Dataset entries
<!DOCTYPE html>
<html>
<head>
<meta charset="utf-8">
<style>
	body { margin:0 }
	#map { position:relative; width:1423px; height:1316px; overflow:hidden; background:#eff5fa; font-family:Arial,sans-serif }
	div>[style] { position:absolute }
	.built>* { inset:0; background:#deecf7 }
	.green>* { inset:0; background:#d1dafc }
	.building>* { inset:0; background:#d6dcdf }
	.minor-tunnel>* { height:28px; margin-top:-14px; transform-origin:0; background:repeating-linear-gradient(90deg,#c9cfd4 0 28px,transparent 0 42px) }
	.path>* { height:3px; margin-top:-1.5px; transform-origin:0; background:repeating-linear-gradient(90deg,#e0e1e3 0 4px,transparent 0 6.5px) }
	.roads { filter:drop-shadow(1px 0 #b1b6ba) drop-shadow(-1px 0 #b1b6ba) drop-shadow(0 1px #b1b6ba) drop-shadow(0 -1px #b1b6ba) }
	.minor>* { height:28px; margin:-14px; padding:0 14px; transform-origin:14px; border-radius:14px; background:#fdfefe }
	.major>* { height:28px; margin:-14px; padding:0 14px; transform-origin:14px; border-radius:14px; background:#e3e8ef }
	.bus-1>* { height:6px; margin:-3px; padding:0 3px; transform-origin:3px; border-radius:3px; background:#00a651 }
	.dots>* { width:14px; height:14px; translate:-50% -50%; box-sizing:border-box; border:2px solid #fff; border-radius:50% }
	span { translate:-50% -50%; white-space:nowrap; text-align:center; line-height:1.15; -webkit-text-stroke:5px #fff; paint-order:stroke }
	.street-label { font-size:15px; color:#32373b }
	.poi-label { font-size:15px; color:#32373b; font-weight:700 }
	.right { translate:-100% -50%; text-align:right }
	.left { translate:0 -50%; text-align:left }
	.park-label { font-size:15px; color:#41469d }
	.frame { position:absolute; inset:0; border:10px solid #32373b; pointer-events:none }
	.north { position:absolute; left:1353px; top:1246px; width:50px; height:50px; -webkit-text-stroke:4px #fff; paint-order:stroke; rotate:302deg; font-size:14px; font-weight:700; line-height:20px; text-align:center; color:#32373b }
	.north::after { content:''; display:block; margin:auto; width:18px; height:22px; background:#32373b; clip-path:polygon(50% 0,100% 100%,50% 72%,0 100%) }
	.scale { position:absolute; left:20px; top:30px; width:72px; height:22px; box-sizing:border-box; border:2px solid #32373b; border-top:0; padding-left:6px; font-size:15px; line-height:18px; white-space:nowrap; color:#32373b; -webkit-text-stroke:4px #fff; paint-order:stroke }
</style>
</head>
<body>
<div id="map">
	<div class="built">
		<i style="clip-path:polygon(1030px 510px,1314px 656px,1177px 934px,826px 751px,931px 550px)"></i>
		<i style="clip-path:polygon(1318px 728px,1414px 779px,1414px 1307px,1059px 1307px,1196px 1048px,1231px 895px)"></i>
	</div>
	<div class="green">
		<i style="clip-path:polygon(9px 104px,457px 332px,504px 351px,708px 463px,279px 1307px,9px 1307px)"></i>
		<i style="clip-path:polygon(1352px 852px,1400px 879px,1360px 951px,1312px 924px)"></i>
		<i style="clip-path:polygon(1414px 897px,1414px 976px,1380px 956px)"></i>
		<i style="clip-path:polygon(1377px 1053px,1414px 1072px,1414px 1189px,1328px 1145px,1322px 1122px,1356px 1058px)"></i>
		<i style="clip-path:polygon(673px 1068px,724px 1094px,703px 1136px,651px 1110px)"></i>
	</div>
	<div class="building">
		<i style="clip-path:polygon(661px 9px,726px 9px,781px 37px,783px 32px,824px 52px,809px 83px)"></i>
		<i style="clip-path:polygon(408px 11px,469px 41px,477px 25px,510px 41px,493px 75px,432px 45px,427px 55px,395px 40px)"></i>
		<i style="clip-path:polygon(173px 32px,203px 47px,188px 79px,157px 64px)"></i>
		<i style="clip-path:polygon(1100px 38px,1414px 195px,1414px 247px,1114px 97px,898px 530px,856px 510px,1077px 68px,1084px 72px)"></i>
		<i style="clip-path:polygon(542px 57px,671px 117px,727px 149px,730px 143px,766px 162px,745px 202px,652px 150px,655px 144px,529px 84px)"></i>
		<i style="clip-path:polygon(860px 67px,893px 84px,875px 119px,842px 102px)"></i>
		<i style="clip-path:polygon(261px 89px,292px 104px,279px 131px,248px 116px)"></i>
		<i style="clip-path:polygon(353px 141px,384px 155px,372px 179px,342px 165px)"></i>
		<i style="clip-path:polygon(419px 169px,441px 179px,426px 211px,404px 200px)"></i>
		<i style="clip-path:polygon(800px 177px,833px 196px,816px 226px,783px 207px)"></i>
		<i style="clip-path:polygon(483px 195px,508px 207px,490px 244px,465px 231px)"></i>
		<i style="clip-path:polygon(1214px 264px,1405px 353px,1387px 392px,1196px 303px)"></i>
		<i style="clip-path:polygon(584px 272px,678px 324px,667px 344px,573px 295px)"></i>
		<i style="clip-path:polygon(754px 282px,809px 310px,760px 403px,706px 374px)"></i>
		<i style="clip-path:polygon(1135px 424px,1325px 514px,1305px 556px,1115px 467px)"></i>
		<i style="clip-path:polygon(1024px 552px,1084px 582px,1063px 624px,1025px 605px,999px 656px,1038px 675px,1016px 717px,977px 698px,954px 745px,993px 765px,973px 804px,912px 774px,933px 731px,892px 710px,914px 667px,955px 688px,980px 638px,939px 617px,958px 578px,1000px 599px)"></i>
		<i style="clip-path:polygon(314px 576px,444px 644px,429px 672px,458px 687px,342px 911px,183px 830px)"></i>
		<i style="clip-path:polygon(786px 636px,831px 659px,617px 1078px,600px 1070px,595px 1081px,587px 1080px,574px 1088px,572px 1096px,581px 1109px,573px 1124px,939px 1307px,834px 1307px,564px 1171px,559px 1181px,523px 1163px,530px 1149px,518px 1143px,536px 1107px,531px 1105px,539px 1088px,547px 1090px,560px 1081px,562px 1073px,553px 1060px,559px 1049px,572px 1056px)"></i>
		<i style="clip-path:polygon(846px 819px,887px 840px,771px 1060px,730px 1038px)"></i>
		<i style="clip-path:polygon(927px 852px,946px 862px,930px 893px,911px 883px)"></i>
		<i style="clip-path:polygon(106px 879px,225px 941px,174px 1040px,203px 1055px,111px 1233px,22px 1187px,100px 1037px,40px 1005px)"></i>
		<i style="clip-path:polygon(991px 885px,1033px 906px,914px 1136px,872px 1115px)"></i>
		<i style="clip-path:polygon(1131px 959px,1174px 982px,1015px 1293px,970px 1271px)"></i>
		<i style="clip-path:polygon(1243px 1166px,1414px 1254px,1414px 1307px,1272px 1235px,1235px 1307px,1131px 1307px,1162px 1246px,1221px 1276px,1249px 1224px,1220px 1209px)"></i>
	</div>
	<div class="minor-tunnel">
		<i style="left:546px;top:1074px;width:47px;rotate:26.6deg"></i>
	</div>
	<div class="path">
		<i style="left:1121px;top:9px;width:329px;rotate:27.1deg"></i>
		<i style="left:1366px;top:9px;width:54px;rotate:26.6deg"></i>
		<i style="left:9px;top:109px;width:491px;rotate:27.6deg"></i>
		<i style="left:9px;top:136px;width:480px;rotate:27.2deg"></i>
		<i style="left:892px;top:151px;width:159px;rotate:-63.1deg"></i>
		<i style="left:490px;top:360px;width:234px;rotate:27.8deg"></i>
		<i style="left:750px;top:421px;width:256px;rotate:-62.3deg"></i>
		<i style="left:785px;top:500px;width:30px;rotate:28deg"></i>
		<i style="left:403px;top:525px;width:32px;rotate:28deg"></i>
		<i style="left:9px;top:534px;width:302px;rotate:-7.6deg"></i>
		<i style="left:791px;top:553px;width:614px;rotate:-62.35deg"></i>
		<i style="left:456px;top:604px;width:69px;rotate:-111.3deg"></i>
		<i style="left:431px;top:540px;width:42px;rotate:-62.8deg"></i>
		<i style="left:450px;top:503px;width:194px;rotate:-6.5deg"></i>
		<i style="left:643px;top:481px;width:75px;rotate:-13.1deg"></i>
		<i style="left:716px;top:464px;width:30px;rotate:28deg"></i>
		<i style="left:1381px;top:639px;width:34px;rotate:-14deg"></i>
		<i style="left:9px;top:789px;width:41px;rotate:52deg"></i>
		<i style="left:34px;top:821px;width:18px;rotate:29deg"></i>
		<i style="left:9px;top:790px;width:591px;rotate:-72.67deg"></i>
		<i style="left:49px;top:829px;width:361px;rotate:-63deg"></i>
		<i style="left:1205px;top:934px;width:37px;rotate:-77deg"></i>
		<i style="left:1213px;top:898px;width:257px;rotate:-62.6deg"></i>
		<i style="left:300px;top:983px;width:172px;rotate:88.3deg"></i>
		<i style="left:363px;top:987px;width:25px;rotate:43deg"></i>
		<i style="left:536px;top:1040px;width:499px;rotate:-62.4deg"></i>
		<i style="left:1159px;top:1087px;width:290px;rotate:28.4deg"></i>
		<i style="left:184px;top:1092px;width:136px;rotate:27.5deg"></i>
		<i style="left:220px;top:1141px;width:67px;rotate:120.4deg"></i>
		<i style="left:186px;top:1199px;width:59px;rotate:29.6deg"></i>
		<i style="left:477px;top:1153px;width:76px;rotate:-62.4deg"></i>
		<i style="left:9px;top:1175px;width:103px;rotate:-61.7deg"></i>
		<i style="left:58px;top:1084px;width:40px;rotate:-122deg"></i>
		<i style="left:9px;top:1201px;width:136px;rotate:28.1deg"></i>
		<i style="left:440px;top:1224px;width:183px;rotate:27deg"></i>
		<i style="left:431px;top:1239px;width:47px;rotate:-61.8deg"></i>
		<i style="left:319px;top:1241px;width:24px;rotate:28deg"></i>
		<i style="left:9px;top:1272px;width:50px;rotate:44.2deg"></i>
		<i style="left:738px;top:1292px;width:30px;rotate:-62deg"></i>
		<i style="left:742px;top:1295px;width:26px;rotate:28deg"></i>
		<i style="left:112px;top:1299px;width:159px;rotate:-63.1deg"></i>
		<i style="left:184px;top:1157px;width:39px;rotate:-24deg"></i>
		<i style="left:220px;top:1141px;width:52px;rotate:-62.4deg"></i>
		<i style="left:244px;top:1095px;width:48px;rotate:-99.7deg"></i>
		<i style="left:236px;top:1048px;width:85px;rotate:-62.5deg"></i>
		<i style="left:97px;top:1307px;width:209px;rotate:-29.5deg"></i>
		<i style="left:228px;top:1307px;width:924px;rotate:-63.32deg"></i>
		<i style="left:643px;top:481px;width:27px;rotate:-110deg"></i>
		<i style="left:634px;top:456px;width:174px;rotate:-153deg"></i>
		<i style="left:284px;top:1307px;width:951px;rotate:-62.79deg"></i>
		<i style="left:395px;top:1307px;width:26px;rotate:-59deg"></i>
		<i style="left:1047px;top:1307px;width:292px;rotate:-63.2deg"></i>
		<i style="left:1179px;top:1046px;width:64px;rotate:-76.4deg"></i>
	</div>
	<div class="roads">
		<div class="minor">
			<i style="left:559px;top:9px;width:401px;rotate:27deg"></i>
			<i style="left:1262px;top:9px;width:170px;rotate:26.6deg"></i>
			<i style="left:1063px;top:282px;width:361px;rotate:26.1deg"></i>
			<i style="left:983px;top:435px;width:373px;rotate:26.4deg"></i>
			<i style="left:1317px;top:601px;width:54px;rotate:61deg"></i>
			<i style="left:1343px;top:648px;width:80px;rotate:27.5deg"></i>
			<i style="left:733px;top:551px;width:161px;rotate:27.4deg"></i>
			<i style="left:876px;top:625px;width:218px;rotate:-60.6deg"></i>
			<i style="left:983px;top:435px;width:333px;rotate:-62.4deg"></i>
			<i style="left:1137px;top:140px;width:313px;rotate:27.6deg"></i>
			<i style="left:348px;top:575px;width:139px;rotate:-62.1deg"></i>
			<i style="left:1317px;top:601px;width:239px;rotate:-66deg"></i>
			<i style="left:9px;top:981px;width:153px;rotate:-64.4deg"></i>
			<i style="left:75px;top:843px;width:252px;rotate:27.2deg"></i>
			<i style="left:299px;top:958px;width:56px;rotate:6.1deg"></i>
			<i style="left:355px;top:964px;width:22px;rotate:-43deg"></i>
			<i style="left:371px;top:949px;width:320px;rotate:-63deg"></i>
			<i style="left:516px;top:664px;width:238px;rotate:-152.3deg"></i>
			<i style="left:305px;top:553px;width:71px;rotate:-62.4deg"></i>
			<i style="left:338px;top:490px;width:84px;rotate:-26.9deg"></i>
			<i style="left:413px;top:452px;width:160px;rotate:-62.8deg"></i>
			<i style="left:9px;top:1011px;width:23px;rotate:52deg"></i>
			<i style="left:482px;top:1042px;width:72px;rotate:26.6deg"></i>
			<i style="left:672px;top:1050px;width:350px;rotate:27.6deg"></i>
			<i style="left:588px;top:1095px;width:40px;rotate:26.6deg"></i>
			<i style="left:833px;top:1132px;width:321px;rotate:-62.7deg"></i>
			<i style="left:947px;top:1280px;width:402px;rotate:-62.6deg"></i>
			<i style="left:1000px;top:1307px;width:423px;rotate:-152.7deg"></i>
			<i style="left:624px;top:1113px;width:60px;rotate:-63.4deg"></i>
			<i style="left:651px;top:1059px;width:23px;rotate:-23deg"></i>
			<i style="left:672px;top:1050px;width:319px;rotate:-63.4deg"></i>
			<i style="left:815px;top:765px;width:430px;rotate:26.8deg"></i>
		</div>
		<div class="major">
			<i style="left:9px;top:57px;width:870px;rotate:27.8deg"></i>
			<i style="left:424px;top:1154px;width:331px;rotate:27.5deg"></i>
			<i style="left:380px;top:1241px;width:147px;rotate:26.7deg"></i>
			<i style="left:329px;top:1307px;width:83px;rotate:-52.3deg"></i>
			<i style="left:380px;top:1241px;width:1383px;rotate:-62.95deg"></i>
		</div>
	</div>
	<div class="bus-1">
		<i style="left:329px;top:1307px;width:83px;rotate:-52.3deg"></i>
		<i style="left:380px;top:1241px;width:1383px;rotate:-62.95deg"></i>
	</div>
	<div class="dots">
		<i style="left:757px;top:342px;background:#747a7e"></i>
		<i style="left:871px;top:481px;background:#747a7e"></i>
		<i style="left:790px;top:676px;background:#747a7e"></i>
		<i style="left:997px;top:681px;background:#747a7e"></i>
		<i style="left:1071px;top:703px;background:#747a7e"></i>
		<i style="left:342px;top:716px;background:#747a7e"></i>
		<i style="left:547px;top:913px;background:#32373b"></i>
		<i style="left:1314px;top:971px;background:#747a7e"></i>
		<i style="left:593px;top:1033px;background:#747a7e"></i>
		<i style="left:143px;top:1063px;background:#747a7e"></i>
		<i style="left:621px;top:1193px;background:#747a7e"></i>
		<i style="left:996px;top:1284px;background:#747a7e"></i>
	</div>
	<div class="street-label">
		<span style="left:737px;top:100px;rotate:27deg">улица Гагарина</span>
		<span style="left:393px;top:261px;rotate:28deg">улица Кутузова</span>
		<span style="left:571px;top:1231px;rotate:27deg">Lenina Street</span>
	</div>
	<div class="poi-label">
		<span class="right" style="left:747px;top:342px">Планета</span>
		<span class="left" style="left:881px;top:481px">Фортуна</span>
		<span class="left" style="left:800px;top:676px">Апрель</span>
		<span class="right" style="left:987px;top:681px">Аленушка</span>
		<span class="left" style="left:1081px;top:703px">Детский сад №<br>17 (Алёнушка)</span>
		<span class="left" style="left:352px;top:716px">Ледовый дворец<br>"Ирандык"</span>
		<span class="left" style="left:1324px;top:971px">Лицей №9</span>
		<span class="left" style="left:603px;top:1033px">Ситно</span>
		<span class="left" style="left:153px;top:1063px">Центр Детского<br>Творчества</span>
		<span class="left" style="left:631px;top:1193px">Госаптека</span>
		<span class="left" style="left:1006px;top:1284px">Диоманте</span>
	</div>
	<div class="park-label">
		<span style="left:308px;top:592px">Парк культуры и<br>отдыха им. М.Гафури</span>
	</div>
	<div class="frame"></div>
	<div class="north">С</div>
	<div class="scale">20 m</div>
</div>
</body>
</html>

**What you should do:** When you reach the line that contains "filter:drop-shadow(1px 0 #b1b6ba)", stop; that line and every line before it, from the very first line of the data, should be restated word for word.

**Answer box:**
<!DOCTYPE html>
<html>
<head>
<meta charset="utf-8">
<style>
	body { margin:0 }
	#map { position:relative; width:1423px; height:1316px; overflow:hidden; background:#eff5fa; font-family:Arial,sans-serif }
	div>[style] { position:absolute }
	.built>* { inset:0; background:#deecf7 }
	.green>* { inset:0; background:#d1dafc }
	.building>* { inset:0; background:#d6dcdf }
	.minor-tunnel>* { height:28px; margin-top:-14px; transform-origin:0; background:repeating-linear-gradient(90deg,#c9cfd4 0 28px,transparent 0 42px) }
	.path>* { height:3px; margin-top:-1.5px; transform-origin:0; background:repeating-linear-gradient(90deg,#e0e1e3 0 4px,transparent 0 6.5px) }
	.roads { filter:drop-shadow(1px 0 #b1b6ba) drop-shadow(-1px 0 #b1b6ba) drop-shadow(0 1px #b1b6ba) drop-shadow(0 -1px #b1b6ba) }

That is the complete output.